Computes a linear regression with stats::.lm.fit and returns the estimate and, optionally, standard error for each regressor.
Usage
FitLm(y, ..., intercept = TRUE, weights = NULL, se = FALSE, r2 = se)
ResidLm(y, ..., intercept = TRUE, weights = NULL)
Detrend(y, time = seq_along(y))Arguments
- y
numeric vector of observations to model
- ...
numeric vectors of variables used in the modelling
- intercept
logical indicating whether to automatically add the intercept
- weights
numerical vector of weights (which doesn't need to be normalised)
- se
logical indicating whether to compute the standard error
- r2
logical indicating whether to compute r squared
- time
time vector to use for detrending. Only necessary in the case of irregularly sampled timeseries
Value
FitLm returns a list with elements
- term
the name of the regressor
- estimate
estimate of the regression
- std.error
standard error
- df
degrees of freedom
- r.squared
Percent of variance explained by the model (repeated in each term)
- adj.r.squared
r.squared` adjusted based on the degrees of freedom)
ResidLm returns a numeric vector of the same length as y.
It represents the residuals (anomalies) of the linear model.
The result is centered at approximately 0 (the trend is removed, and the mean is subtracted–Derived from the calculation of the least squares method).
Detrend returns a numeric vector of the same length as y.
It represents the detrended data with the original mean preserved.
Mathematically, it is residuals + mean(y).
If there's no complete cases in the regression, NAs are returned with no
warning.
Details
The functions provide different ways to handle linear trends:
ResidLm: Use this to compute anomalies. It subtracts the linear trend (including the intercept), effectively removing both the long-term trend and the mean. This corresponds to the standard "detrending and anomaly" step in climate analysis.

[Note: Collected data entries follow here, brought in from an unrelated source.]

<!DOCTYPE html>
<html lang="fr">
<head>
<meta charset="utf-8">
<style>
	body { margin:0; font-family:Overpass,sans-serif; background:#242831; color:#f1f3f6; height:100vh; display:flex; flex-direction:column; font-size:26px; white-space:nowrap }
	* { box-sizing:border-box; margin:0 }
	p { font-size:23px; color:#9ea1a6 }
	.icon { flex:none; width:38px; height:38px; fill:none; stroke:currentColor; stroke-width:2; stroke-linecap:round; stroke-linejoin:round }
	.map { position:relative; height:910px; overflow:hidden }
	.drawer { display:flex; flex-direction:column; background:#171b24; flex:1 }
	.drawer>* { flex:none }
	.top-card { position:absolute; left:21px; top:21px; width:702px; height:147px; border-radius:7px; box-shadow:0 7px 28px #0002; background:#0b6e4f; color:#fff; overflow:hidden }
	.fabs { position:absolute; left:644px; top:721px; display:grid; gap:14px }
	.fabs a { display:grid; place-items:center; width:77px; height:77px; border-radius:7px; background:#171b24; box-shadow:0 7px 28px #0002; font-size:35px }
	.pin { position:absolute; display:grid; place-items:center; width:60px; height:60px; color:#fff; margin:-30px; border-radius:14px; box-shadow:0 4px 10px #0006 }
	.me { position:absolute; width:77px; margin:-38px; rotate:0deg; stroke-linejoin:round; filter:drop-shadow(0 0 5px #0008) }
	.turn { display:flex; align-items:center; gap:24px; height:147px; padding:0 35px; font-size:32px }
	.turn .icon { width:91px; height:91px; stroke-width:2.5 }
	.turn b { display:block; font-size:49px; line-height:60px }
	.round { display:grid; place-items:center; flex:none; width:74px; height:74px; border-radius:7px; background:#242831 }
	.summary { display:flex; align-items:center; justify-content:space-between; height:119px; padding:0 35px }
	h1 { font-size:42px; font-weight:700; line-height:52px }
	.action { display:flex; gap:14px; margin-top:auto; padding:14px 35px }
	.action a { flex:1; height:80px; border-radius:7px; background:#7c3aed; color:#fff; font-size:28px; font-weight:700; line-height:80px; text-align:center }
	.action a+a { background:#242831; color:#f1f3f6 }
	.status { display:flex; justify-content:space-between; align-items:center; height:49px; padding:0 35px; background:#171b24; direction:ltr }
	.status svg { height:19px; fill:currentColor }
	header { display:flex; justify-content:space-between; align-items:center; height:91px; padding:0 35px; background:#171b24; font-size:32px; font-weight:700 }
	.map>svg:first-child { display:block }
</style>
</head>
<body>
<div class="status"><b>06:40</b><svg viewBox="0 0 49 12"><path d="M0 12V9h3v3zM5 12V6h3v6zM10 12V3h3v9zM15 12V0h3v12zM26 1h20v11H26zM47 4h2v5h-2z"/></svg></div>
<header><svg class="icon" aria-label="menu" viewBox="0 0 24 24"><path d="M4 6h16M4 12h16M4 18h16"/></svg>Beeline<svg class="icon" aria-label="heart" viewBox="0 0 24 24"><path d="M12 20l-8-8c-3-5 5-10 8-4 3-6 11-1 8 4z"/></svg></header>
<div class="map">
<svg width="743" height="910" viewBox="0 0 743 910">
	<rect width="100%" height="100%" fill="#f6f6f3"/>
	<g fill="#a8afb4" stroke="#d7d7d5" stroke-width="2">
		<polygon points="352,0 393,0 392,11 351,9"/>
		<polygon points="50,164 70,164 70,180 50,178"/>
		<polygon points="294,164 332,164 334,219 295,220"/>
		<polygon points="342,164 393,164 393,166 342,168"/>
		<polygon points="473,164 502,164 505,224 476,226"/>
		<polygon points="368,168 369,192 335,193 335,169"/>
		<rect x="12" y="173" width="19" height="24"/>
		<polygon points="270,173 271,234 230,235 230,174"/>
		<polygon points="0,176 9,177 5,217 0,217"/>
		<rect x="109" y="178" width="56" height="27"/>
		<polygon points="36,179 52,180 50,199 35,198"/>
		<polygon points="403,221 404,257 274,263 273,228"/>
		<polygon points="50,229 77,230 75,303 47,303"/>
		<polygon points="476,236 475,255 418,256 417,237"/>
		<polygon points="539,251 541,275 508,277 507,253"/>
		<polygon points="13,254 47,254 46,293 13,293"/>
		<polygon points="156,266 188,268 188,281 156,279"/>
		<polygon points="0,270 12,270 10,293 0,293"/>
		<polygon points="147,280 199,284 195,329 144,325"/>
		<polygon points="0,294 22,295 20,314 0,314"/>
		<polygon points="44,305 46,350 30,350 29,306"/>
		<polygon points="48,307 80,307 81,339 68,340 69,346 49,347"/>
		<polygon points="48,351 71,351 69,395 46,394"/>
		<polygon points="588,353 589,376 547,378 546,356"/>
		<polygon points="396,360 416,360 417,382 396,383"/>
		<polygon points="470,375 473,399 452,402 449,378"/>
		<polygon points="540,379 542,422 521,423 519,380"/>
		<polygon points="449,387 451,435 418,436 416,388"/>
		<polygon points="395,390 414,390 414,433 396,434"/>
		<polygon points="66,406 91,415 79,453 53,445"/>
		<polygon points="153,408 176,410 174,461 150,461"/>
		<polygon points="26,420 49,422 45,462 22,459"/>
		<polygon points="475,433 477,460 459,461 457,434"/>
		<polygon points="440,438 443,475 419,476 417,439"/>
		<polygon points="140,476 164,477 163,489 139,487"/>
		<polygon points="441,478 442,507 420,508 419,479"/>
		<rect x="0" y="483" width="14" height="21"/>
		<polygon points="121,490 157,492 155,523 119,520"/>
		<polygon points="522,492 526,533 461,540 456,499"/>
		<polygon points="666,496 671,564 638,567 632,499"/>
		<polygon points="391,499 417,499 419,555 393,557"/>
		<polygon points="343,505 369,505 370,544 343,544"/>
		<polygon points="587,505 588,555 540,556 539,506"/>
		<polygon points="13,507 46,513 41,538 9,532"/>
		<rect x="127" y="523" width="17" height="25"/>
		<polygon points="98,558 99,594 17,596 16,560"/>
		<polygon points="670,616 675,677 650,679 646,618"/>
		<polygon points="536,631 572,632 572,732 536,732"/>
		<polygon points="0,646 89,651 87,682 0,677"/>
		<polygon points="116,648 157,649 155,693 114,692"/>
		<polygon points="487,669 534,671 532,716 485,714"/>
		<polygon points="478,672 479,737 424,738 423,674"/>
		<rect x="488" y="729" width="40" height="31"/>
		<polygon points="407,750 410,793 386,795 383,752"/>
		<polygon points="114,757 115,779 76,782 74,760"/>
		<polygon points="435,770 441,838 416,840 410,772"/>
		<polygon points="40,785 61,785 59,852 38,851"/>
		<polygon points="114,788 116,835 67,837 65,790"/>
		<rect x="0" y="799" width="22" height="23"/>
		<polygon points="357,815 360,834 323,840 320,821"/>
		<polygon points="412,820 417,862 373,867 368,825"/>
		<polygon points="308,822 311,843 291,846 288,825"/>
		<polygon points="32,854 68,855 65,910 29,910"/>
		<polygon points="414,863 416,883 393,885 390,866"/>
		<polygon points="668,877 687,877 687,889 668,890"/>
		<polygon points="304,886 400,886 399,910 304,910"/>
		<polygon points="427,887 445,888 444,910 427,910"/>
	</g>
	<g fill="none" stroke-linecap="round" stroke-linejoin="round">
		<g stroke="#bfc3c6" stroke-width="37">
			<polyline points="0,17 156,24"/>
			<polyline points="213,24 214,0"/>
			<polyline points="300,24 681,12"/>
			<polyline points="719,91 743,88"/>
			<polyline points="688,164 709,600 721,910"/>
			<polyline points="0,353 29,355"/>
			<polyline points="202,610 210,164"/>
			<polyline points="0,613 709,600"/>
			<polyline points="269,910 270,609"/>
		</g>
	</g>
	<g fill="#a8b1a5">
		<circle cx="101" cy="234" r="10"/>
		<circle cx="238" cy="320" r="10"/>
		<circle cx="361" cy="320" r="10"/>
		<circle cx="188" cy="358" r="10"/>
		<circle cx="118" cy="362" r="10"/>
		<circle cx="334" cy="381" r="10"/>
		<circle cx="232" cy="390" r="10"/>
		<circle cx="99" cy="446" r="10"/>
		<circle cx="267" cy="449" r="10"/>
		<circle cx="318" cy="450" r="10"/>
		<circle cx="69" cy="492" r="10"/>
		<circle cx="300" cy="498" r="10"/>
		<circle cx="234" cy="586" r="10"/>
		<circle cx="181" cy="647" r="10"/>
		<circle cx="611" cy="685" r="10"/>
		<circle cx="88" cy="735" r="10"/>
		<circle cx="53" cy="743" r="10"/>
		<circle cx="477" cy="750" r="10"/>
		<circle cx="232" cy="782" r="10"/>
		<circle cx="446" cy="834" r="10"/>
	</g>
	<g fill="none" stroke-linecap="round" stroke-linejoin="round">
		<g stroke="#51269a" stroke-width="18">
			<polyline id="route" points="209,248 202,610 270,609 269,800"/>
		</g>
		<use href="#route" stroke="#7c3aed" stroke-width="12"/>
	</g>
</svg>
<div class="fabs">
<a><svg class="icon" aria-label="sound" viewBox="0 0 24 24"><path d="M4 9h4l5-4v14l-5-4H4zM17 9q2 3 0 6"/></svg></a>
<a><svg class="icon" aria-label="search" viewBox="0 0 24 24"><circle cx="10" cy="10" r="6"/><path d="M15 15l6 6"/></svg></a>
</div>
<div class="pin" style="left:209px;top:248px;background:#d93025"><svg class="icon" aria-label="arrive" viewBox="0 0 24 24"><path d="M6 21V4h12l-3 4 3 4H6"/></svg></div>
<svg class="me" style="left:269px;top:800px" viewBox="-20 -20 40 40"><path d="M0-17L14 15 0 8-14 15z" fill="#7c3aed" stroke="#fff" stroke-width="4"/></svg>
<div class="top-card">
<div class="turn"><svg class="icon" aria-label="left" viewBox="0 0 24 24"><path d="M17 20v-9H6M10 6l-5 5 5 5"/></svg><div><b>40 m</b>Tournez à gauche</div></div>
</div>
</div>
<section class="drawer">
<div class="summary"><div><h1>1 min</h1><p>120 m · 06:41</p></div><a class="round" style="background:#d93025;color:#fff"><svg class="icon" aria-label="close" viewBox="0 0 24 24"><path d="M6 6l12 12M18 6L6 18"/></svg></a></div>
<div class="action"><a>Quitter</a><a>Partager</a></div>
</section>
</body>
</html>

Detrend: Use this to remove the slope (trend) while retaining the physical magnitude of the data. It subtracts the linear trend but adds the original mean back. Ideally suited for visualizing data without the distraction of long-term trends while keeping the values in their original level.
Examples
# Linear trend with "signficant" areas shaded with points
library(data.table)
library(ggplot2)
system.time({
regr <- geopotential[, FitLm(gh, date, se = TRUE), by = .(lon, lat)]
})
#> user system elapsed
#> 0.340 0.017 0.356
ggplot(regr[term != "(Intercept)"], aes(lon, lat)) +
geom_contour(aes(z = estimate, color = after_stat(level))) +
stat_subset(aes(subset = abs(estimate) > 2*std.error), size = 0.05)
# Using stats::lm() is much slower and with no names.
if (FALSE) { # \dontrun{
system.time({
regr <- geopotential[, coef(lm(gh ~ date))[2], by = .(lon, lat)]
})
} # }